Dr. Feldman is a practicing rheumatologist in New Orleans, LA, vice president of the Coalition of State Rheumatology Organizations (CSRO), as well as founder and past president of the Rheumatology Alliance of Louisiana.
"Madelaine has a strong record of leadership in the physician and patient community," said Gewanter. "Her clinical experience, systemic knowledge and history of advocating for patients and physicians will be a great asset to ASBM's work worldwide. I know she will be a great success as ASBM's incoming chair."

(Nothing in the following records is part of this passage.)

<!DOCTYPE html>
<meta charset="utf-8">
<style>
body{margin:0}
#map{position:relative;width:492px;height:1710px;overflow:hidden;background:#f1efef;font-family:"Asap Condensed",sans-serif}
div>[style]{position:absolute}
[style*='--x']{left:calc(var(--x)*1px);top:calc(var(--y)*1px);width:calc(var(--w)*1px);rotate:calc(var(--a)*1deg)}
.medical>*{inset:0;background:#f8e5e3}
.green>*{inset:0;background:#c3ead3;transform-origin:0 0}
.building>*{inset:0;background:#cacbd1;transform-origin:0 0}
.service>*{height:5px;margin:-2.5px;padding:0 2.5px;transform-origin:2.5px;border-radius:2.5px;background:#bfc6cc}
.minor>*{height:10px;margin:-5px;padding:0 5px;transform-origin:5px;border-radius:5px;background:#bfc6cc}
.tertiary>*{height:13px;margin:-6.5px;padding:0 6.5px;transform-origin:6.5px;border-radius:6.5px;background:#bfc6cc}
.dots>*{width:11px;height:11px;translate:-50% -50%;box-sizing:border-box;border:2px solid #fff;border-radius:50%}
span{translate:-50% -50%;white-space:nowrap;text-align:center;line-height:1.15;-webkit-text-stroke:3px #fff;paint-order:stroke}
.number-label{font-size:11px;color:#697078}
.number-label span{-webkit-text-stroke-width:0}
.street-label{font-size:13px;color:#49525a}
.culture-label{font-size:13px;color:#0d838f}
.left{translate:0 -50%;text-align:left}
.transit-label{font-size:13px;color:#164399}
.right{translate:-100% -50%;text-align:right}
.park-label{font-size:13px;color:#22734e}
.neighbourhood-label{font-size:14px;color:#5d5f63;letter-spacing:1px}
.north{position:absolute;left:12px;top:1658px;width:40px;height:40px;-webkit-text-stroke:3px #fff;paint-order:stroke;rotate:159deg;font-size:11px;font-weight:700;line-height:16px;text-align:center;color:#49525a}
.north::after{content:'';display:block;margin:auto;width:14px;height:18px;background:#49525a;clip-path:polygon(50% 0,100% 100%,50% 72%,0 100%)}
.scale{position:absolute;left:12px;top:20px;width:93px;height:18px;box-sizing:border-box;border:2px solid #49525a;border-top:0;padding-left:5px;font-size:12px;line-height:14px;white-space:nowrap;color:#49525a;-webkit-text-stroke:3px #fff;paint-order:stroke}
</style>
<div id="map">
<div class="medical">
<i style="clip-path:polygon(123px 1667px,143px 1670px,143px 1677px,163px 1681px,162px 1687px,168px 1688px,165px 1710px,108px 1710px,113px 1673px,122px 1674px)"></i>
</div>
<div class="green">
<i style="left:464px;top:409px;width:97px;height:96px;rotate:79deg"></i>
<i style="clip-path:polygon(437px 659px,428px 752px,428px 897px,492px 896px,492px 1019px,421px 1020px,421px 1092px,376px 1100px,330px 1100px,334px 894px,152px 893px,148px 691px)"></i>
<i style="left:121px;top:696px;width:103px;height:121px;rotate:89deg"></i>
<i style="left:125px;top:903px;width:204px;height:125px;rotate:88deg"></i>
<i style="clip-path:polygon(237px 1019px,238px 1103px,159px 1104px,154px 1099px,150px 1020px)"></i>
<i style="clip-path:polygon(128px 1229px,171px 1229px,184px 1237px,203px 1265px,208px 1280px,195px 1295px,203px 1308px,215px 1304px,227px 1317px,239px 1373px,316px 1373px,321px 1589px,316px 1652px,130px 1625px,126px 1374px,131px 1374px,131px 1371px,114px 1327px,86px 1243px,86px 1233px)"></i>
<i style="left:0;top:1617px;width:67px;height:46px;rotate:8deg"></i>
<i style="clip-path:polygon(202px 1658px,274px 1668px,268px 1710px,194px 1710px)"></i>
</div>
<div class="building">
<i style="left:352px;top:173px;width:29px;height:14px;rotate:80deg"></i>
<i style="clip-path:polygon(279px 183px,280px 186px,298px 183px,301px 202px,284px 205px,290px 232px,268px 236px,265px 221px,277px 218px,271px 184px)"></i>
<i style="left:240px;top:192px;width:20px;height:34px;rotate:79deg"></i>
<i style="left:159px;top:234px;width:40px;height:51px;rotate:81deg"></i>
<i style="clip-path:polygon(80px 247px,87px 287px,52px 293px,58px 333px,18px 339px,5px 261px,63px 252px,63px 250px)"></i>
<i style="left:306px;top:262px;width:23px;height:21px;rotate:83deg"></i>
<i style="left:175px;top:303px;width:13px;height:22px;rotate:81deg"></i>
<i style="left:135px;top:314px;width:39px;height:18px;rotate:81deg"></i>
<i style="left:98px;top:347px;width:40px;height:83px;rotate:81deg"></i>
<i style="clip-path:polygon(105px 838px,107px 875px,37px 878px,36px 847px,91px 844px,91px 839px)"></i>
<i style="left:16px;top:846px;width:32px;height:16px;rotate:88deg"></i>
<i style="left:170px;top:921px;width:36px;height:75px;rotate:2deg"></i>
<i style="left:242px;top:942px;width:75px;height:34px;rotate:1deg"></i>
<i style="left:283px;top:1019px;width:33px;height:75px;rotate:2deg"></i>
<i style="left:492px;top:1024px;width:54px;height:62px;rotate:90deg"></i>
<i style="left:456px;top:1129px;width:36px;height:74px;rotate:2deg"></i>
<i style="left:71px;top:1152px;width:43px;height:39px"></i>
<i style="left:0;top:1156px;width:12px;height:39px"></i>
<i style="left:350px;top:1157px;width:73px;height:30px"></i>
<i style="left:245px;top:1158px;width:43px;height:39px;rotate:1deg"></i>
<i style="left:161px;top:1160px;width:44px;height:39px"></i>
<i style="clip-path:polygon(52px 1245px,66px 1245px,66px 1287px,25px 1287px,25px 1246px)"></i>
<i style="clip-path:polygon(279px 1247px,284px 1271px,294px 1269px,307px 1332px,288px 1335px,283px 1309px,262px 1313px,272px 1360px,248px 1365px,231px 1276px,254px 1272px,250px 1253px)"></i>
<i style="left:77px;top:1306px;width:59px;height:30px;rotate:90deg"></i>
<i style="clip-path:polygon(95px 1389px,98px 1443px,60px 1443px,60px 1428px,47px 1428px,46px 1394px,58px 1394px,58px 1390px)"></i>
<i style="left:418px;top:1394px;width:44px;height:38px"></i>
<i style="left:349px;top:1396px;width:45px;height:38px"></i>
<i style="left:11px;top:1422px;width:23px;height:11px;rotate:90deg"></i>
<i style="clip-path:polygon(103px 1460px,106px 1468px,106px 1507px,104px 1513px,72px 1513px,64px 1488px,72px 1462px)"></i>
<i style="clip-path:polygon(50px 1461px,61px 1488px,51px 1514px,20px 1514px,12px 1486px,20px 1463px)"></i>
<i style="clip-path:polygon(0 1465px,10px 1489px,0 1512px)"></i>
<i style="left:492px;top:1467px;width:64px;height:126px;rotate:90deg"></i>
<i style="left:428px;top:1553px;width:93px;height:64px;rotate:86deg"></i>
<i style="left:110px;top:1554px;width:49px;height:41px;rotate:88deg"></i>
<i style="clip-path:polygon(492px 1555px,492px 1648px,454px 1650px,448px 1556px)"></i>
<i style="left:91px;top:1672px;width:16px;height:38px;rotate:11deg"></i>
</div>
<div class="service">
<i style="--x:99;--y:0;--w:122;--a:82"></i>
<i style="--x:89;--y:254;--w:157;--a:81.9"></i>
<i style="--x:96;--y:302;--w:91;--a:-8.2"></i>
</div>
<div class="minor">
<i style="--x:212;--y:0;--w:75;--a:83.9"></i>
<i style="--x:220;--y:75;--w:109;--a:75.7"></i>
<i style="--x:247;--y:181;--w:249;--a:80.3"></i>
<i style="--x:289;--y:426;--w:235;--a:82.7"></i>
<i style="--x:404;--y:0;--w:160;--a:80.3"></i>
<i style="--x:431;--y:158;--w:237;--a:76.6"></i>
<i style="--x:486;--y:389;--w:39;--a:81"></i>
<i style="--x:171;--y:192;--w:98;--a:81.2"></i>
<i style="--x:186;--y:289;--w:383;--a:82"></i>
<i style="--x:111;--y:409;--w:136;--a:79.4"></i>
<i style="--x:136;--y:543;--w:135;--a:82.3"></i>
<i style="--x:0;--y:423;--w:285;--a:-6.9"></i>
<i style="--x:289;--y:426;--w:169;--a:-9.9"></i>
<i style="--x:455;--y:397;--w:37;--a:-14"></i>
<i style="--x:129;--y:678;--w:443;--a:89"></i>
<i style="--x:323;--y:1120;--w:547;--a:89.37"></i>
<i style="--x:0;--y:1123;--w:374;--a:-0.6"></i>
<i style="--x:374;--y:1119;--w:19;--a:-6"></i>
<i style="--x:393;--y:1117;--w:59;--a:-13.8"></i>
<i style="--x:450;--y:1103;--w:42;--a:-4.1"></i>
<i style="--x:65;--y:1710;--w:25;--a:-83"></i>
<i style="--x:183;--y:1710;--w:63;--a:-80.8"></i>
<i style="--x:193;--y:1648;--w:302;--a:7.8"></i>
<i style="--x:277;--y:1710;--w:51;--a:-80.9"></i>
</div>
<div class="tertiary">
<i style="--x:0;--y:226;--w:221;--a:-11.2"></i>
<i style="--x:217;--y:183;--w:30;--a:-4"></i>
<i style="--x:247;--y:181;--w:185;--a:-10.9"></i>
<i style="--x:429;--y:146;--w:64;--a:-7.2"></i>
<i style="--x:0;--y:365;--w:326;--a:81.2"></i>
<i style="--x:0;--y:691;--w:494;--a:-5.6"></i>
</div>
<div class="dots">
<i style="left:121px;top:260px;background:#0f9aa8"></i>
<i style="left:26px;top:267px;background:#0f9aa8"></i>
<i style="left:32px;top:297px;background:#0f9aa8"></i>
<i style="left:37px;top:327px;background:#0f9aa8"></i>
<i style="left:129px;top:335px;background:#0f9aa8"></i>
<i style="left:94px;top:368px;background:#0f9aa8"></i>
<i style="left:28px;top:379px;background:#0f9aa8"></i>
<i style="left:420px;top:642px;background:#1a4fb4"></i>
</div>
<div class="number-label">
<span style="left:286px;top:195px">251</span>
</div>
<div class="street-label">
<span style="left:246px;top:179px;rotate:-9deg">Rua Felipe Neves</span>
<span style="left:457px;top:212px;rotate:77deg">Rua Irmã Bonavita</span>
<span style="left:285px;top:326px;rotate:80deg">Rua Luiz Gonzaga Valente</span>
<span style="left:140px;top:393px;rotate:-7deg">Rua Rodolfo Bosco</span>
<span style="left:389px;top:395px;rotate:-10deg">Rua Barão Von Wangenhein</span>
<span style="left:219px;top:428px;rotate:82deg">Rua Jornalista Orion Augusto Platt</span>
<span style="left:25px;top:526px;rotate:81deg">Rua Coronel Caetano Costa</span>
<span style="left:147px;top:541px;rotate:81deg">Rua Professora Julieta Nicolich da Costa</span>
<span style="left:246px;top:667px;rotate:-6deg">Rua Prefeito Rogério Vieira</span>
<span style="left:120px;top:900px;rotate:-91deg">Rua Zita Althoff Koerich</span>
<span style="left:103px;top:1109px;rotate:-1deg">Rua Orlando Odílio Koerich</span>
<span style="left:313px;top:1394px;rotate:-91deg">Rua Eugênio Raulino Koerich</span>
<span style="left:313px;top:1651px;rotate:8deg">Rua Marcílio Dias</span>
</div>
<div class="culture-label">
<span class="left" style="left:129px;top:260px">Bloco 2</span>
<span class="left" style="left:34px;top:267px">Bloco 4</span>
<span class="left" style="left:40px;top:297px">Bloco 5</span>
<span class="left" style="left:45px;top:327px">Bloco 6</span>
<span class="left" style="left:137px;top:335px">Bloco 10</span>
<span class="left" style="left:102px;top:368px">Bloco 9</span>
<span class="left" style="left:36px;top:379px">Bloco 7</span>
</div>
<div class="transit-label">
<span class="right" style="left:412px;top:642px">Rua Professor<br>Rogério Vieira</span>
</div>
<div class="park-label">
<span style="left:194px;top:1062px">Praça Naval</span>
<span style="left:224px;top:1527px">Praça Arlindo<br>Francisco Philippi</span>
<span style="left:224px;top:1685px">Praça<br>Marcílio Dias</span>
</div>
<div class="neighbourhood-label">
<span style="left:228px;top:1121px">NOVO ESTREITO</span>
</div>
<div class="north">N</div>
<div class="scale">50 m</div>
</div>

Reilly praised Dr. Gewanter's leadership and noted that during his tenure ASBM's membership has more than doubled and the scope of its international work has grown exponentially. "Today, in addition to the United States, ASBM is engaged in biosimilar policy discussions in Australia, Canada, Europe, and Latin America. We thank Dr. Gewanter for his work representing ASBM before international regulators including the WHO, and for his guidance at the federal and state level in the U.S." said Reilly.
Dr. Gewanter will continue to remain involved with ASBM, returning to the Advisory Board as immediate past chair.
The Alliance for Safe Biologic Medicines (ASBM) is an organization composed of diverse healthcare groups and individuals including patients, physicians, pharmacists, manufacturers of both innovative and biosimilar medicines and others, working together to ensure patient safety remains at the forefront of the biosimilars policy discussion.